◆ **REQUIREMENT**
The pictures get left out, but everything else in the listing below must be duplicated exactly.

____________

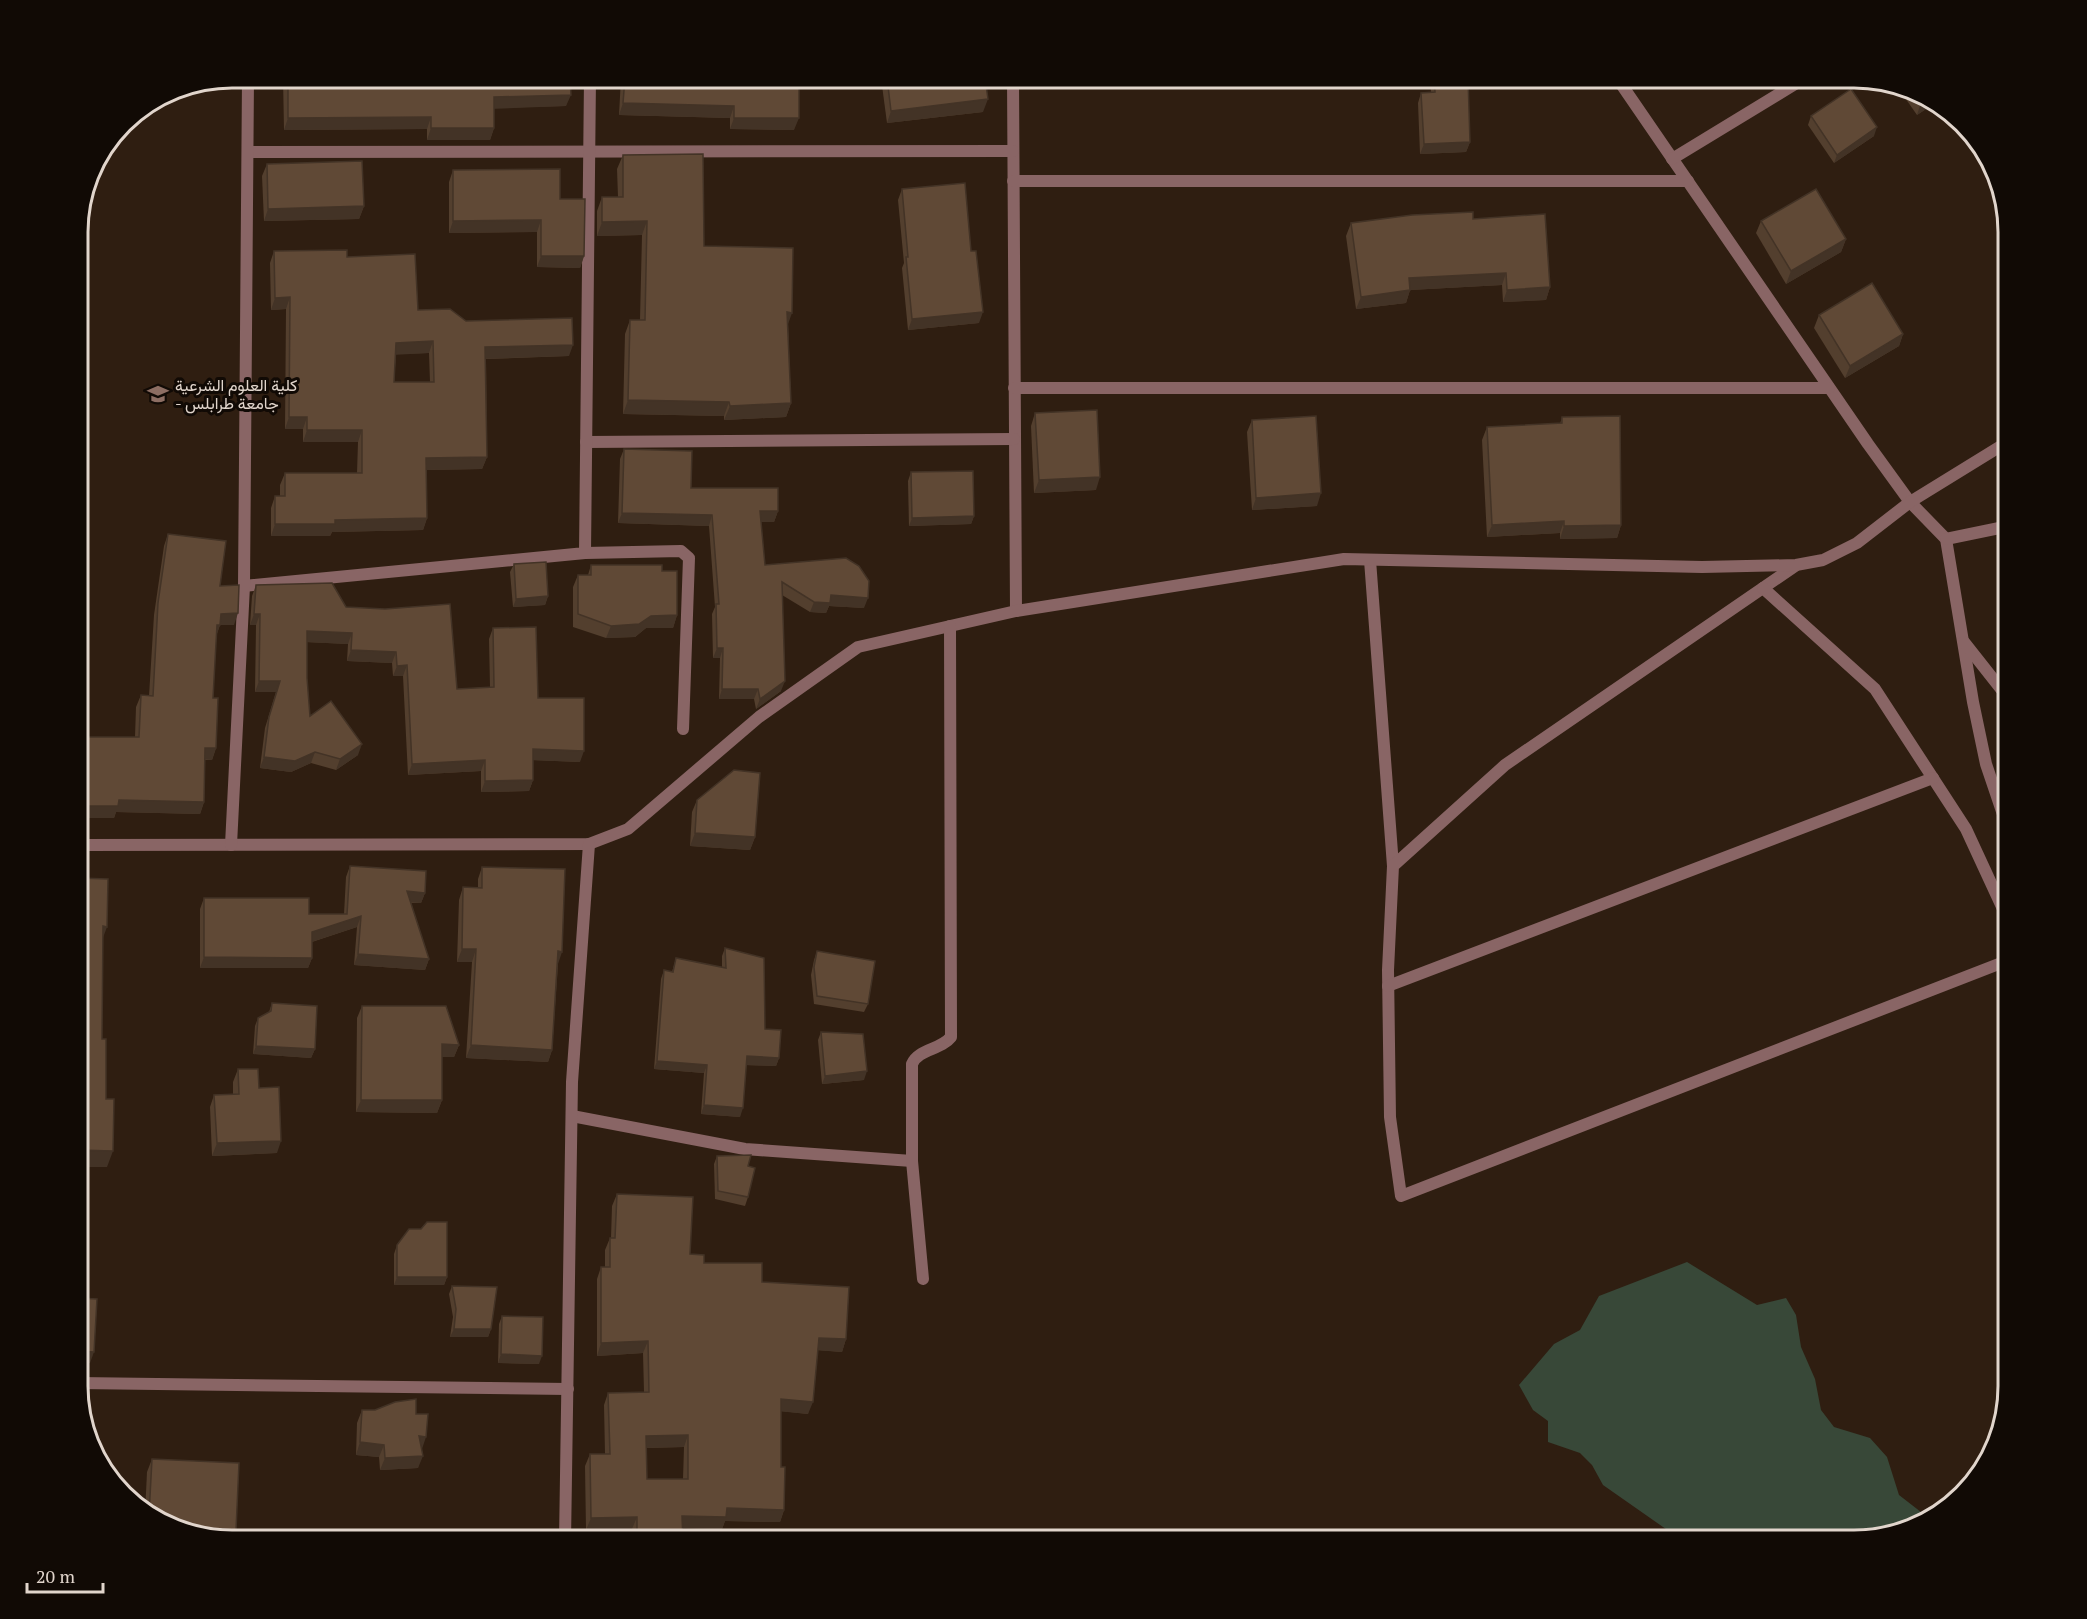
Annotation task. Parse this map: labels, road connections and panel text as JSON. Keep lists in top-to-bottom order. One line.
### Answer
{"places":{"school or university":["كلية العلوم الشرعية - جامعة طرابلس"]},"scale_bar":"20 m"}
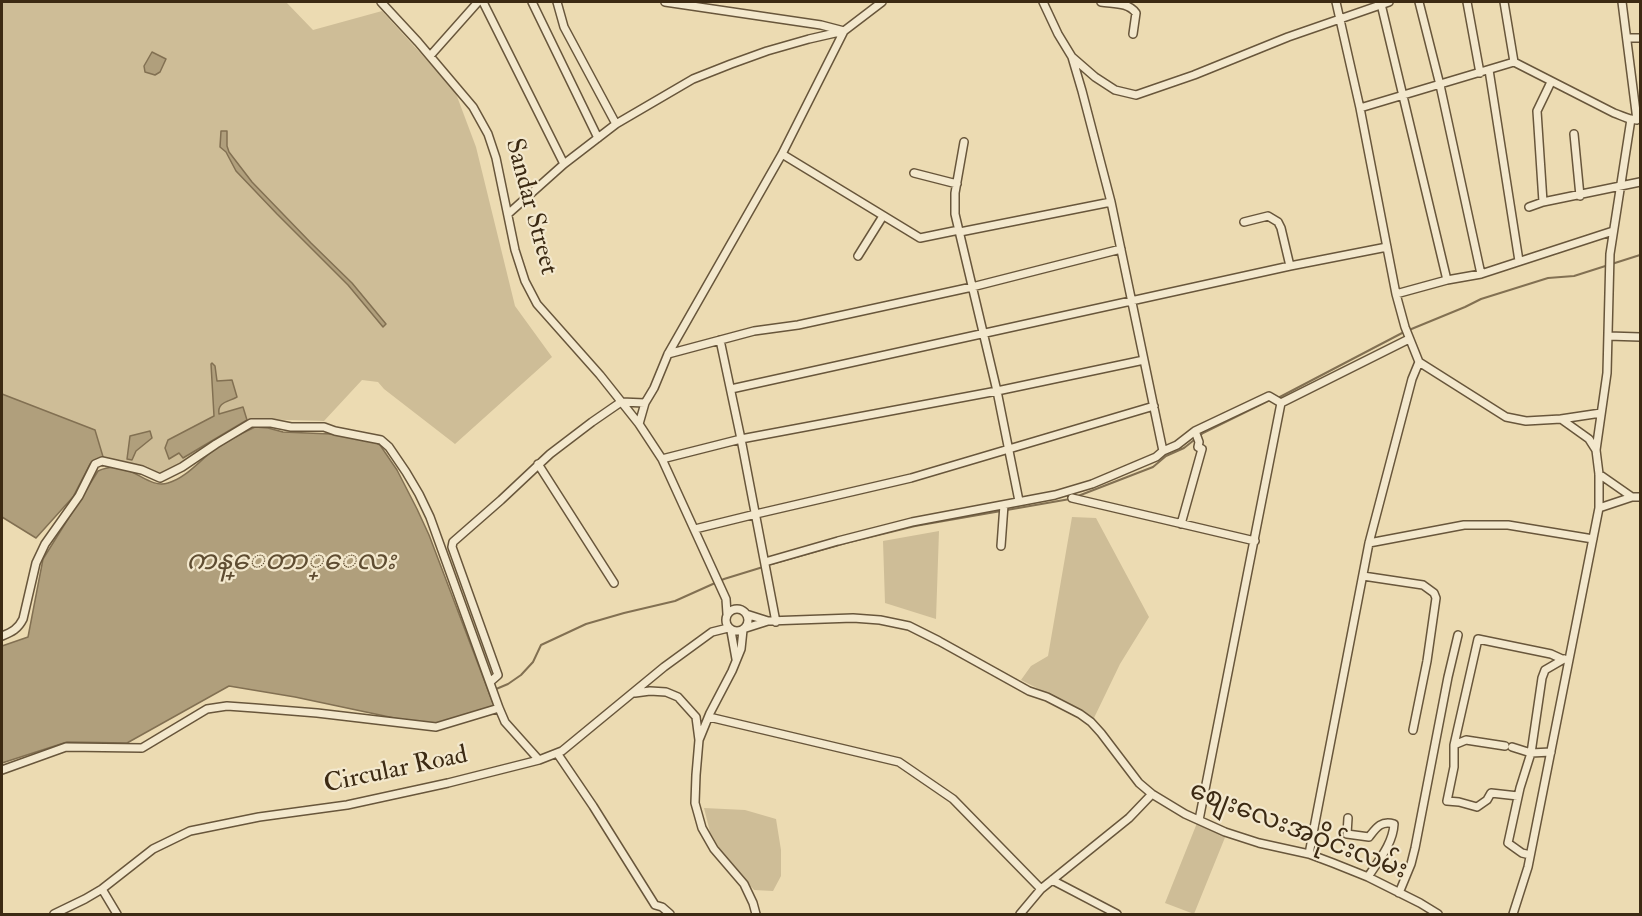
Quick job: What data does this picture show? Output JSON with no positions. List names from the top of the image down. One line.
{"streets":{"street":["Sandar Street","Circular Road","စျေးလေးအဝိုင်းလမ်း"]},"water":["ကန္ေတာ္ေလး"]}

____________

◆ **RESPONSE AREA**
Annotation task. Parse this map: labels, road connections and panel text as JSON. Keep lists in top-to-bottom order. One line.
### Answer
{"places":{"school or university":["كلية العلوم الشرعية - جامعة طرابلس"]},"scale_bar":"20 m"}
Quick job: What data does this picture show? Output JSON with no positions. List names from the top of the image down. One line.
{"streets":{"street":["Sandar Street","Circular Road","စျေးလေးအဝိုင်းလမ်း"]},"water":["ကန္ေတာ္ေလး"]}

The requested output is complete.